# hymer 544 sluggish up the mountains and over heating!



## 130438 (Jan 6, 2010)

Hi
We recently bought a Hymer 544, 1988.
We took it up the Pyrenees in France last year, Col de Tourmalette, it struggled and over heated. 
Am I expecting too much?
There is space and a bracket to fix a second fan on the radiator, I could operate this via a manual switch on the dash board, would two fans help the over heating problem?
Has anyone out there experienced a similar problem?
Any advice welcomed.
many thanks
Steven


----------



## lewi (Dec 15, 2006)

my 1996 hymer 544 has two fans fitted and it runs cool 
dave


----------



## davesport (Nov 12, 2006)

If part of your cooling system is'nt working properly simply putting another fan is'nt going to help. It is possible to cause engine damage through overheating. IE warping the cylinder head or damaging the cylinder head gasket, to name but a couple.

I think you need to investigate what you've got a little further to satisfy yourself that all is well. 

Things to check (In no specific order)

Is the existing fan blowing in the correct direction ? IE same way as ambient airflow.

Your coolant channels in the block & rad could be clogged due to running without antifreeze. Antifreeze is often neglected, but it also contains an anti corrosion package. There may be anti freeze in there now but this may not always have been the case.

Is the thermostat functioning correctly ? Is the coolant bypass loop open & flowing coolant ?

Is the coolant sytem pressurising ? The sytem relies on pressurisation to raise the boiling point of the coolant.

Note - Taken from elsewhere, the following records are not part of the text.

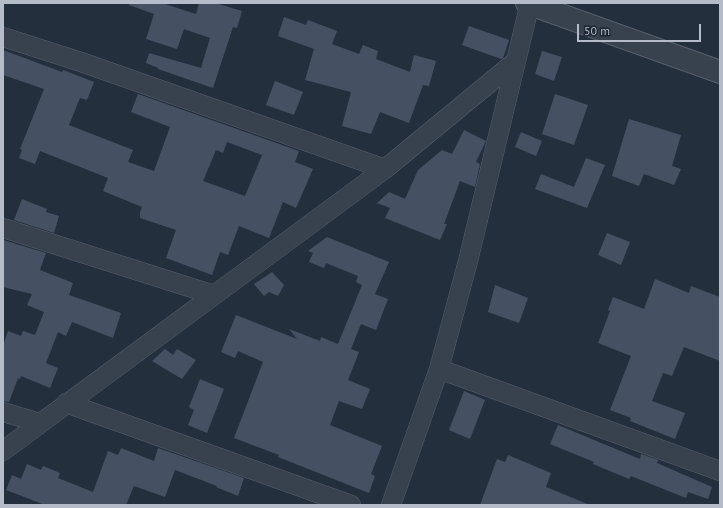 <!DOCTYPE html>
<html>
<head>
<meta charset="utf-8">
<style>
  body { margin:0 }
  #map { position:relative; width:723px; height:508px; overflow:hidden; background:#242f3e; font-family:"PT Sans",sans-serif }
  canvas { display:block }
  .frame { position:absolute; inset:0; border:4px solid #b4bcc9; pointer-events:none }
  .scale { position:absolute; left:577px; top:24px; width:124px; height:18px; box-sizing:border-box; border:2px solid #b4bcc9; border-top:0; padding-left:5px; font-size:12px; line-height:14px; white-space:nowrap; color:#b4bcc9; -webkit-text-stroke:3px #1d2633; paint-order:stroke }
</style>
</head>
<body>
<div id="map">
<canvas width="723" height="508"></canvas>
<div class="frame"></div>
<div class="scale">50 m</div>
</div>
<script>
const g = document.querySelector('canvas').getContext('2d');
g.lineJoin = 'round';
function fillPath(path, color) {
  g.fillStyle = color;
  g.fill(path, 'evenodd');
}
function shape(rows) {
  const path = new Path2D();
  for (const r of rows) {
    path.moveTo(r[0], r[1]);
    for (let i = 2; i < r.length; i += 2) path.lineTo(r[i], r[i + 1]);
  }
  return path;
}
function stroke(path, color, width, dash) {
  g.strokeStyle = color;
  g.lineWidth = width;
  g.lineCap = dash ? 'butt' : 'round';
  g.setLineDash(dash || []);
  g.stroke(path);
}
const building = shape([
  [129,3,162,3,196,14,199,3,215,3,242,11,237,28,233,27,213,88,158,69,158,68,146,63,149,53,201,68,210,38,184,29,177,49,146,39,154,14,129,5],
  [284,17,306,25,308,20,337,31,332,44,359,54,363,45,378,51,376,59,410,72,414,55,436,61,429,86,423,85,409,123,380,112,371,134,342,126,351,92,305,80,314,49,278,36],
  [469,26,509,40,503,58,501,59,462,45],
  [3,50,62,72,63,70,94,82,87,100,80,98,69,125,133,150,128,162,154,171,170,127,131,112,138,94,299,151,295,162,313,169,296,208,283,202,269,238,239,226,228,255,220,252,212,275,166,258,176,230,140,218,140,212,142,207,103,191,108,178,40,151,35,164,19,158,22,150,20,149,44,89,3,75],
  [227,142,262,155,245,196,203,181,216,150,223,153],
  [542,51,562,57,554,81,535,74],
  [275,81,303,92,294,115,266,105],
  [555,94,588,105,574,145,542,134],
  [629,119,681,135,672,166,681,169,674,185,644,174,639,186,612,176],
  [464,130,486,141,476,162,480,164,475,187,460,181,444,224,447,224,440,240,385,218,390,208,377,203,389,192,405,199,418,170,442,150,452,154],
  [521,132,542,141,536,156,515,147],
  [586,158,605,165,587,208,535,189,541,174,574,187],
  [22,199,47,209,46,212,59,216,54,233,14,220],
  [607,233,630,242,621,265,598,255],
  [327,237,389,262,375,294,388,299,376,330,361,324,351,349,359,352,348,380,370,389,362,409,339,401,330,425,382,446,371,474,375,476,369,493,278,457,279,455,234,438,263,362,238,351,235,358,221,352,236,315,297,339,289,329,320,341,321,337,338,344,362,285,356,282,358,276,326,263,324,268,309,262,313,253,308,251],
  [3,240,46,253,40,270,73,283,69,295,121,313,113,338,72,322,66,336,58,332,46,363,58,368,50,388,21,376,20,379,18,378,9,402,3,401,3,346,8,331,21,336,23,331,35,335,44,312,27,305,32,294,3,287],
  [272,272,284,285,278,296,269,292,264,296,254,284],
  [655,279,689,293,691,286,720,297,720,361,684,347,672,376,663,373,652,401,685,413,675,439,630,421,631,418,610,410,631,356,598,343,610,311,608,310,613,297,644,309],
  [495,285,528,298,519,323,488,312],
  [165,349,173,355,177,349,196,360,182,379,152,361],
  [200,379,224,389,207,433,188,425,194,410,189,407],
  [464,391,485,400,470,439,449,430],
  [558,425,640,459,641,454,658,460,657,463,712,487,708,499,688,492,686,498,631,476,629,479,593,464,594,462,550,444],
  [121,448,154,461,158,448,244,478,238,496,216,487,217,486,175,470,165,497,134,486,126,505,45,505,6,490,12,475,21,479,27,464,41,470,43,466,60,473,58,478,93,492,108,451,118,455],
  [508,455,551,473,546,487,590,505,480,505,497,459,505,462]
]);
const minor = shape([
  [3,37,81,62,385,169],
  [3,228,214,295],
  [439,369,720,471],
  [66,403,351,505],
  [3,412,40,423],
  [3,451,385,169,516,61],
  [391,505,439,369,468,261,530,3]
]);
const tertiary = shape([
  [527,3,720,72]
]);
fillPath(building, '#455162');
stroke(minor, '#565f6c', 20);
stroke(tertiary, '#565f6c', 24);
stroke(minor, '#38414e', 19);
stroke(tertiary, '#38414e', 22);
</script>
</body>
</html> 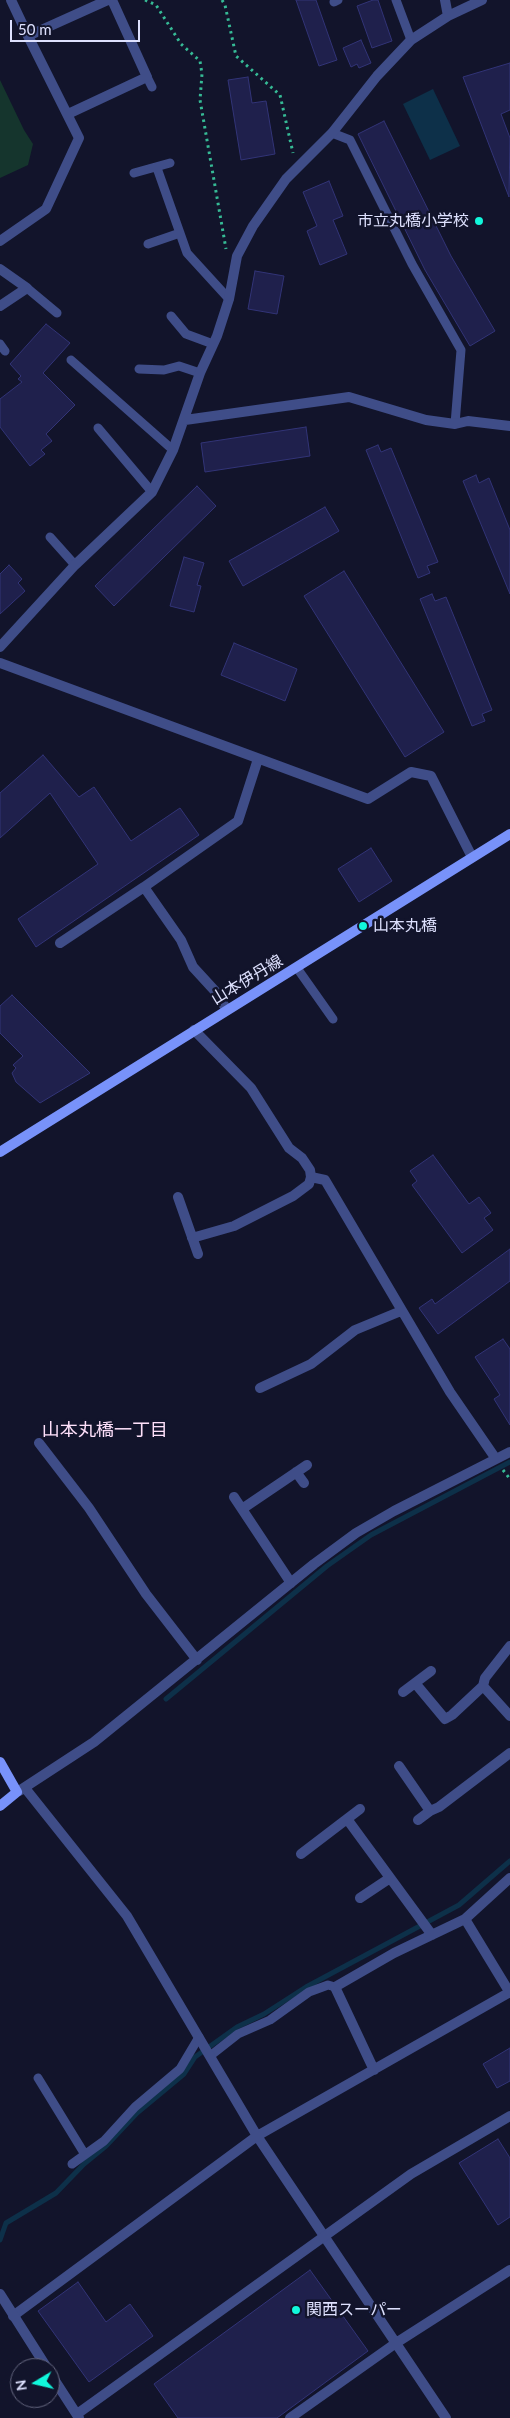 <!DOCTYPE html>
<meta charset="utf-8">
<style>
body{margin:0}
#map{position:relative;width:510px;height:2418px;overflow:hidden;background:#12142b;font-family:Lato,sans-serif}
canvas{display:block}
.north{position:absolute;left:10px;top:2358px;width:50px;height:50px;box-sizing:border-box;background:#12142b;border:1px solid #64667f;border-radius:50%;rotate:261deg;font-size:14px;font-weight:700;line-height:20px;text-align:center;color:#dee1fe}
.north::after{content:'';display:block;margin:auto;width:18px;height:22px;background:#11f7db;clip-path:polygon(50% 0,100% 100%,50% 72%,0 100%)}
.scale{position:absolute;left:10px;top:20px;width:130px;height:22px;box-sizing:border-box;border:2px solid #dee1fe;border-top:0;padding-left:6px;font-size:15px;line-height:18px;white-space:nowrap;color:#dee1fe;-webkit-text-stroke:4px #12142b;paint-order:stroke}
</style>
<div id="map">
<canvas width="510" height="2418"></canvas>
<div class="north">N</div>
<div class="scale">50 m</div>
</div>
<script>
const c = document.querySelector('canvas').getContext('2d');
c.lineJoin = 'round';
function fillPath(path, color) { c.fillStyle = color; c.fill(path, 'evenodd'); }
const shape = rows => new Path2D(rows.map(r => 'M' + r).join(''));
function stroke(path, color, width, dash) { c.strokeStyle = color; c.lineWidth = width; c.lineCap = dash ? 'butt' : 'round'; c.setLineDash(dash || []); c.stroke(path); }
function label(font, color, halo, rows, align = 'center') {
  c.font = font + ' Lato,"Noto Sans JP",sans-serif'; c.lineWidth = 5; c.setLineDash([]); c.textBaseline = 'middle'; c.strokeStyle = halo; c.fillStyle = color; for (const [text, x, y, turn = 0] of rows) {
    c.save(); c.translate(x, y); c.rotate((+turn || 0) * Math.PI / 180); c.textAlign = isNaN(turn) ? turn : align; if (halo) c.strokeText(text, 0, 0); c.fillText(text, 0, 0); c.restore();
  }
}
const green = shape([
 [0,80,24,130,33,144,28,165,0,178]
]);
const water = shape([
 [433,89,460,146,430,160,403,104]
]);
const stream = shape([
 [166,1699,327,1566,371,1535,510,1462],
 [0,2240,6,2223,56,2193,84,2164,106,2146,137,2113,184,2074,195,2057,237,2027,264,2014,306,1987,459,1905,510,1861]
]);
const building = shape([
 [296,0,316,0,337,60,319,66,296,0],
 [373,0,378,0,392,41,372,48,357,6,373,0],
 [361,40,371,63,359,68,357,64,351,67,343,48,361,40],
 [510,63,510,110,501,114,510,138,509,197,463,77,510,63],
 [248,77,252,103,266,101,275,154,241,160,228,80,248,77],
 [384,121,451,256,495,331,470,346,425,270,358,134,384,121],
 [329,181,343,216,333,220,347,254,320,265,307,231,317,226,303,192,329,181],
 [255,271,284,276,277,314,248,309,255,271],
 [46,324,70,343,43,373,75,405,46,434,52,441,41,450,45,454,30,466,0,427,0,399,22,382,18,379,21,376,10,364,46,324],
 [306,427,310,456,205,472,201,443,306,427],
 [378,445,381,452,391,448,438,562,427,566,430,573,418,578,366,450,378,445],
 [476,475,479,483,489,478,510,530,510,594,463,481,476,475],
 [197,486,216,506,114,606,95,586,197,486],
 [325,507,339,531,243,586,229,561,325,507],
 [184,557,204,563,197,585,201,586,194,612,170,606,184,557],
 [9,565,22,579,18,583,25,591,0,614,0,574,9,565],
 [344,571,444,732,405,757,304,596,344,571],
 [432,594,435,601,446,597,492,710,482,714,485,721,472,726,420,599,432,594],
 [234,643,297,669,285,701,221,675,234,643],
 [43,755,79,797,94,787,131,841,180,808,199,835,36,947,18,919,98,864,50,793,0,838,0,793,43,755],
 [371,848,392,881,359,902,338,869,371,848],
 [12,995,90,1073,40,1103,16,1082,12,1073,16,1068,13,1065,23,1056,0,1033,0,1006,12,995],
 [433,1155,469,1204,479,1197,491,1213,484,1218,493,1230,462,1253,412,1185,417,1181,410,1171,433,1155],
 [510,1249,510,1281,438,1334,419,1308,432,1299,435,1304,510,1249],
 [503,1339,510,1349,510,1425,494,1399,500,1395,475,1357,503,1339],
 [510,2048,510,2081,497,2088,483,2064,510,2048],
 [498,2139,510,2158,510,2217,498,2225,459,2163,498,2139],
 [310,2270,368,2351,277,2418,178,2418,154,2384,310,2270],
 [78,2282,106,2322,130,2304,153,2336,89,2382,38,2311,78,2282]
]);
const path = shape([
 [145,0,156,5,181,44,200,61,202,74,200,100,226,249],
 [222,0,225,5,236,56,280,95,293,153],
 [503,1470,510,1479]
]);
const service = shape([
 [396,0,411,40],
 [334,2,338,0],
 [147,77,152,87],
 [332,133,350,140,412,264,461,350,455,424],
 [157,168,187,253,229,299],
 [134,173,170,163],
 [148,244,180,233],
 [27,288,57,313],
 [171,316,186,334,213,344],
 [0,344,5,351],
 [71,360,173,450],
 [139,369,164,370,179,366,200,373],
 [98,428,152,492],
 [50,537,75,565],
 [297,968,333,1019],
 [210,2056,238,2034,270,2020,309,1992,328,1985,335,1987],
 [38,2078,84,2153],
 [72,2164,104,2141,135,2107,180,2069,199,2037]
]);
const minor = shape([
 [11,0,28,36,108,0],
 [445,0,448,16],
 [68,114,147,77,112,0],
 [0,241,46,209,79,138,28,36],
 [0,269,27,288,0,306],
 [185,420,349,397,426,420,455,424,468,421,510,426],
 [0,647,75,565,152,492,173,450,200,373,217,336,229,299,237,256,253,226,286,179,332,133,377,76,411,40,448,16,482,0],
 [0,663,368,799,411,772,431,776,472,857],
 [144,887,181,940,193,967,215,991,227,1010],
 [60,943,144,887,238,821,258,759],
 [311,1177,325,1180,450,1392,496,1459],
 [178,1197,198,1254],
 [192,1238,234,1226,293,1196,309,1184,311,1177,310,1170,302,1158,289,1148,251,1088,194,1030],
 [260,1388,311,1364,355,1330,401,1311],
 [39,1443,89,1508,146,1594,197,1660],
 [296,1472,304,1483],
 [234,1497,291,1583],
 [242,1509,307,1465],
 [415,1683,445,1719,452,1715,483,1686,485,1678,510,1646],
 [483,1686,510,1716],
 [403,1692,431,1671],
 [399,1766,430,1811,439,1807,510,1753],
 [25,1788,127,1916,257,2136,446,2418],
 [19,1791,94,1742,314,1564,356,1533,394,1511,510,1452],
 [347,1819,432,1935],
 [418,1820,430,1811],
 [301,1854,360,1809],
 [360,1898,390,1878],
 [465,1919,510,1878],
 [374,2070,335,1987,394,1953,465,1919,510,1993],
 [13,2316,257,2136,510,1992],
 [290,2418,396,2343,510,2270]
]);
const tertiary = shape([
 [0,2294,47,2368],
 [50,2373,79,2418],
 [77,2414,411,2174,510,2116]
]);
const secondary = shape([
 [0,1152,510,834],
 [0,1762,17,1792,0,1806]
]);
const markers = [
 [479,221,5,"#11f7db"],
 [363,926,5,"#11f7db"],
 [296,2310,5,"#11f7db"]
];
const poiNames = [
 ["市立丸橋小学校",469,221,"right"],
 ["山本丸橋",373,926],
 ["関西スーパー",306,2310]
];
const streetNames = [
 ["山本伊丹線",247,980,-31]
];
const neighbourhoodNames = [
 ["山本丸橋一丁目",105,1430]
];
fillPath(green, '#15352d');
fillPath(water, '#0d3049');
stroke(stream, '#0d3049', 5);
fillPath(building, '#1f204c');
stroke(building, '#323477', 1);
stroke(path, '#36ba95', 3, [2.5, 4]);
stroke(service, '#3f4d88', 9);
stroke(minor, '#3f4d88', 10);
stroke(tertiary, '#3f4d88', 10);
stroke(secondary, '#7892fa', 10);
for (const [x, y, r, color] of markers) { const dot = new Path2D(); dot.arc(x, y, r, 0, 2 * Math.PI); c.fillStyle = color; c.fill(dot); stroke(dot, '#12142b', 2); }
label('16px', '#dee1fe', '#12142b', poiNames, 'left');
label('16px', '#dee1fe', '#12142b', streetNames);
label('18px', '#fee0fa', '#12142b', neighbourhoodNames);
</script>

There are too many imponderables to be specific. It may be a simple fault to track down but you'll have to get your hands dirty  

Good luck in your quest. D.


----------



## weldted (May 1, 2005)

*hymer running hot*

Hi your Hymer should have two fans fitted as standard on that year model
they are controlled by a two stage thermostatic switch that will turn on one then if required the second one. they are both identical in size. have you checked that there is not, given the age of the van some contamination by oil that may have been building up over the years and muck sticks to it reducing the air flow through the rad. Previous comments I know but is the cooling water clean other than the colour of the antifreeze, is the pressure cap the correct pressure and in good condition, are the hoses ok check the bottom one, again it subject to contamination and may have gone soft and collapsing inwards reducing the flow good luck


----------